How do the members of the unit individually exhibit their own trauma from patriarchy?Captain Önem, a single mother in charge of her teen daughter, Sudem, is not the only one who exhibits the precariousness of living. Serdar, the son of the Chief of Police, is constantly at odds with his father figure, Hamluk Ata. His masculinity is constantly challenged by Hamluk and seen with utmost disregard for the profession. On the other hand, the involvement of Nergis in the unit is posed with raised eyebrows as she has a record of stabbing her father. The series will perhaps investigate this loose end in future installments. The veteran officer, Hasan, in one of the episodes, expresses how, despite being physically manhandled by his father in his childhood, he has ensured that his own children largely remained protected from the misery of the cruel world. Unfortunately, his daughter was murdered, and he has continued to seek justice for her for many years.
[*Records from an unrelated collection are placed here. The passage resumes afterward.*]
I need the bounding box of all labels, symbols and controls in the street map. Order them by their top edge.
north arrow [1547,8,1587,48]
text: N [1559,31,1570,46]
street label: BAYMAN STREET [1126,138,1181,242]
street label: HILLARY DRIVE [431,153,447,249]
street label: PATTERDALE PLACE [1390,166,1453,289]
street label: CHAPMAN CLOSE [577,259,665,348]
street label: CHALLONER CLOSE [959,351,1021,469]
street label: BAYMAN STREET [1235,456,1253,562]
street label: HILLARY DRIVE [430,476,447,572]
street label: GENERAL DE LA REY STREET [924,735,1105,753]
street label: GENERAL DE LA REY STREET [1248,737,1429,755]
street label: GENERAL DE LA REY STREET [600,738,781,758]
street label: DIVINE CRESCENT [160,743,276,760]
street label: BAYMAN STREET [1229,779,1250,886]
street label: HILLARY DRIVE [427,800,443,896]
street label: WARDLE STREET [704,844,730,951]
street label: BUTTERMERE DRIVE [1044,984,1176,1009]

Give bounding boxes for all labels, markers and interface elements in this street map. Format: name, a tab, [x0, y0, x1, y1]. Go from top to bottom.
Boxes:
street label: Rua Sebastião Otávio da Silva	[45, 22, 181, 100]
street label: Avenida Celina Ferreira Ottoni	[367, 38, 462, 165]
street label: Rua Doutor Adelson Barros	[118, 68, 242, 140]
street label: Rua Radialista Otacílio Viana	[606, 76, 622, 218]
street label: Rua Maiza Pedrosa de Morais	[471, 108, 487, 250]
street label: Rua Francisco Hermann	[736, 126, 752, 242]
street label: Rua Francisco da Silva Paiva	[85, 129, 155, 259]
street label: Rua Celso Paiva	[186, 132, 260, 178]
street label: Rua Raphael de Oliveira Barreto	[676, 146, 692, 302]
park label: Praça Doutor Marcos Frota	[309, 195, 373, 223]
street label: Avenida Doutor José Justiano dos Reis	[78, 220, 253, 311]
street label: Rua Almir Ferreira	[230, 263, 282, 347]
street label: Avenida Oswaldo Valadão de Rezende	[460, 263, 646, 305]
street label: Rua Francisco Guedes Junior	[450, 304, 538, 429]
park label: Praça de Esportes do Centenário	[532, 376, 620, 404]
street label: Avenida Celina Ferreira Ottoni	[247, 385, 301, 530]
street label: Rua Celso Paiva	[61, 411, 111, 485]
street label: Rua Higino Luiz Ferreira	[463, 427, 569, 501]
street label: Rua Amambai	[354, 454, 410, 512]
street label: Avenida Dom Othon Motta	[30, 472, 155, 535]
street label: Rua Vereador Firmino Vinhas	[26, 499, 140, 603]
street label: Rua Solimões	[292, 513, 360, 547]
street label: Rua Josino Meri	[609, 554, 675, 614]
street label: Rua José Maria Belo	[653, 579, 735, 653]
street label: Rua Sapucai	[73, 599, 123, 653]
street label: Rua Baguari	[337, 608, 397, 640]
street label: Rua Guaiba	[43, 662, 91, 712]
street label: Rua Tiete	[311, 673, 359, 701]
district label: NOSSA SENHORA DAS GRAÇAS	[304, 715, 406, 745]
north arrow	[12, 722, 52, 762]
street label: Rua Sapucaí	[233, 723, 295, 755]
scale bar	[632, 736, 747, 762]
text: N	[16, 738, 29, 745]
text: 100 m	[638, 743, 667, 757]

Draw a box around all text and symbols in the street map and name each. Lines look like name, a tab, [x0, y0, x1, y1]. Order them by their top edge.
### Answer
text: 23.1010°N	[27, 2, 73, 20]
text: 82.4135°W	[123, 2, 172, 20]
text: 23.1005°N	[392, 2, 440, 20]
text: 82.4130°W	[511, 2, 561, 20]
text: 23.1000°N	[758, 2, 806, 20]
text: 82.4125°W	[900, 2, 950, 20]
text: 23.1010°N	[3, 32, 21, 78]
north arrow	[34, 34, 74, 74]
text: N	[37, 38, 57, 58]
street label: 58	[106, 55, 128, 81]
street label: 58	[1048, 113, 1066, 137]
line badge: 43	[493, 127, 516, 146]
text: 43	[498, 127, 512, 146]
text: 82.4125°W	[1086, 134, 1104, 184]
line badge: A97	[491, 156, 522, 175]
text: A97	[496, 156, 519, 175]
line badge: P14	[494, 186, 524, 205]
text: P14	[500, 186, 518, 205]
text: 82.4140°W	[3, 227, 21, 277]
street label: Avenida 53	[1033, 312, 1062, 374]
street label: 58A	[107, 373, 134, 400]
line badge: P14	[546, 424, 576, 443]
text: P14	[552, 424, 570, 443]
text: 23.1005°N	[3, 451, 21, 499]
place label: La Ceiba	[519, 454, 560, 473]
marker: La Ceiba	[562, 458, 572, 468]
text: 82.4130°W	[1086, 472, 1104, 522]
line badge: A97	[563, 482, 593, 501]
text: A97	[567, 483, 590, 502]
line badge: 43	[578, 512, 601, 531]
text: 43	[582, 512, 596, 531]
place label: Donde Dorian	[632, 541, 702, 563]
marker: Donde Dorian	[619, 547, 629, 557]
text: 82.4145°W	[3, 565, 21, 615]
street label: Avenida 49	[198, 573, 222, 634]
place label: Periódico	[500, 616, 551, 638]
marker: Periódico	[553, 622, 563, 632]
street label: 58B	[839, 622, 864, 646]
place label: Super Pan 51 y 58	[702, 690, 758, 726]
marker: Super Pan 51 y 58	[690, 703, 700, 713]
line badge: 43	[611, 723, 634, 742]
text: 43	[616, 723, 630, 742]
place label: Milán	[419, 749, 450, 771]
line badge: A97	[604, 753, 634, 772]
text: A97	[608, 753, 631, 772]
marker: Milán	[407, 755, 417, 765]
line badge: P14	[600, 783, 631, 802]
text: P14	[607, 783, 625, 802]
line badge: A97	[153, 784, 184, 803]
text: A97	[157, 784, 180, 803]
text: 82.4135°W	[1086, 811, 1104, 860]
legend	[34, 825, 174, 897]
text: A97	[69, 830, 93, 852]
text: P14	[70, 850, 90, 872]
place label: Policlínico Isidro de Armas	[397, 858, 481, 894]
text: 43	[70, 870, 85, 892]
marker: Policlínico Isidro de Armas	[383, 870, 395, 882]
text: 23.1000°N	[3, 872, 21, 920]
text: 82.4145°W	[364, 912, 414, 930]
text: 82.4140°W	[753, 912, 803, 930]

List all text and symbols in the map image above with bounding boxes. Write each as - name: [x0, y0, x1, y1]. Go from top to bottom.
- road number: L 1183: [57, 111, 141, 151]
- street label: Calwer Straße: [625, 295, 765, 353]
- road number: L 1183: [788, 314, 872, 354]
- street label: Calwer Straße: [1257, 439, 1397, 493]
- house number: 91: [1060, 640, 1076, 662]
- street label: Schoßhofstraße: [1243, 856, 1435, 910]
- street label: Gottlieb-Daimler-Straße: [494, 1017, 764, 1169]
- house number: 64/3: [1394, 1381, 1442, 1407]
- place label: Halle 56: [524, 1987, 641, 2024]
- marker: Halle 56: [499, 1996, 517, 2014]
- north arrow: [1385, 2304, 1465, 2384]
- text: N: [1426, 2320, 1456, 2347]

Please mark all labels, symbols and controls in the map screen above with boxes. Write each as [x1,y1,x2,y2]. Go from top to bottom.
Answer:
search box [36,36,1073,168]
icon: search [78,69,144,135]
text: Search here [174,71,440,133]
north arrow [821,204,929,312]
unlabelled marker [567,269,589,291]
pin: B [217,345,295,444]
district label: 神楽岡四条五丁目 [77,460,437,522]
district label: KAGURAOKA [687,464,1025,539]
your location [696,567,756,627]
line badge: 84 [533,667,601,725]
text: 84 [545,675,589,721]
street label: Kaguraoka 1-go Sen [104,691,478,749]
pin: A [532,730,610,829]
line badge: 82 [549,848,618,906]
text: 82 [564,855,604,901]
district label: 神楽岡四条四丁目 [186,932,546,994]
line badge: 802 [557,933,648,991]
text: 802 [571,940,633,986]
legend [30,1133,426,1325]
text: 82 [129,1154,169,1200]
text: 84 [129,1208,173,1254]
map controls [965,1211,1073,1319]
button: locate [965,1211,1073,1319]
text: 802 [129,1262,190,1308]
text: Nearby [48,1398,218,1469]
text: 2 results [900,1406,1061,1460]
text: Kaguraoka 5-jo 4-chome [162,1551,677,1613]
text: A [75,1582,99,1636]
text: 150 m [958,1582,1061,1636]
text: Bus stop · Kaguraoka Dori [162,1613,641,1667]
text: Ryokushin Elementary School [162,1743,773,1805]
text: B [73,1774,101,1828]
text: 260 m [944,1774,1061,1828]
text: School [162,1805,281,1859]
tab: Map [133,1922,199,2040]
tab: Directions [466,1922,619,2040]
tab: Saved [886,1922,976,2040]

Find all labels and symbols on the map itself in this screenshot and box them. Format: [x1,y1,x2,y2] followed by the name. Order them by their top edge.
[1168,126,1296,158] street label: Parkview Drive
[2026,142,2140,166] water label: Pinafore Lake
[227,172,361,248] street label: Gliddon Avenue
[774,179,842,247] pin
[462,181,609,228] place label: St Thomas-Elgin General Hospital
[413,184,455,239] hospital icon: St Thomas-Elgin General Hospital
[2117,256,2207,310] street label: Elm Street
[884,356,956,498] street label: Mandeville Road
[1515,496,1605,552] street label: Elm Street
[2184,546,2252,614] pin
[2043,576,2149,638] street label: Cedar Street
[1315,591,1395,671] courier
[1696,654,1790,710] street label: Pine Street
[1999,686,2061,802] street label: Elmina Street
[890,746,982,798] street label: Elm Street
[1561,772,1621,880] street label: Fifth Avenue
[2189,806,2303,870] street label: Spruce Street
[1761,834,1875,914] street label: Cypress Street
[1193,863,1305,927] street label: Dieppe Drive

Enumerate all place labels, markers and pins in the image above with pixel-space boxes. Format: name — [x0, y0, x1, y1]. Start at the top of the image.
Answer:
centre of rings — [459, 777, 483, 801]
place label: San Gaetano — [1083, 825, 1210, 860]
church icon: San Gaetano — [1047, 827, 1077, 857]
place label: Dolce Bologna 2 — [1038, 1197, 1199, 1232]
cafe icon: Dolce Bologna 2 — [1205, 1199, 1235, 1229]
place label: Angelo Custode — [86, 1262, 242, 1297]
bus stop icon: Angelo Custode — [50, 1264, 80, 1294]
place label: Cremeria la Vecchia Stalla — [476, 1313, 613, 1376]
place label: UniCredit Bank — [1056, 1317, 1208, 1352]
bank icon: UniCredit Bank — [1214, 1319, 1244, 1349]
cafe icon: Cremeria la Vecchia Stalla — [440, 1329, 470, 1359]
The second season of Graveyard can be anticipated to initiate the investigation of the cold case on behalf of the grieving father. Berk Güleryüz, the criminalist, emerges as a force to be reckoned with in the final episode. Berk seems to be the only one who has shared a harmonious relationship with his father figure. Tragically, his father had to die, and the reason might become more clear in the future. Haluk Ata himself seems to be a puppet at the hands of the patriarchal system. In the end, the fretful chief is turned into a dejected father reconciling with his son.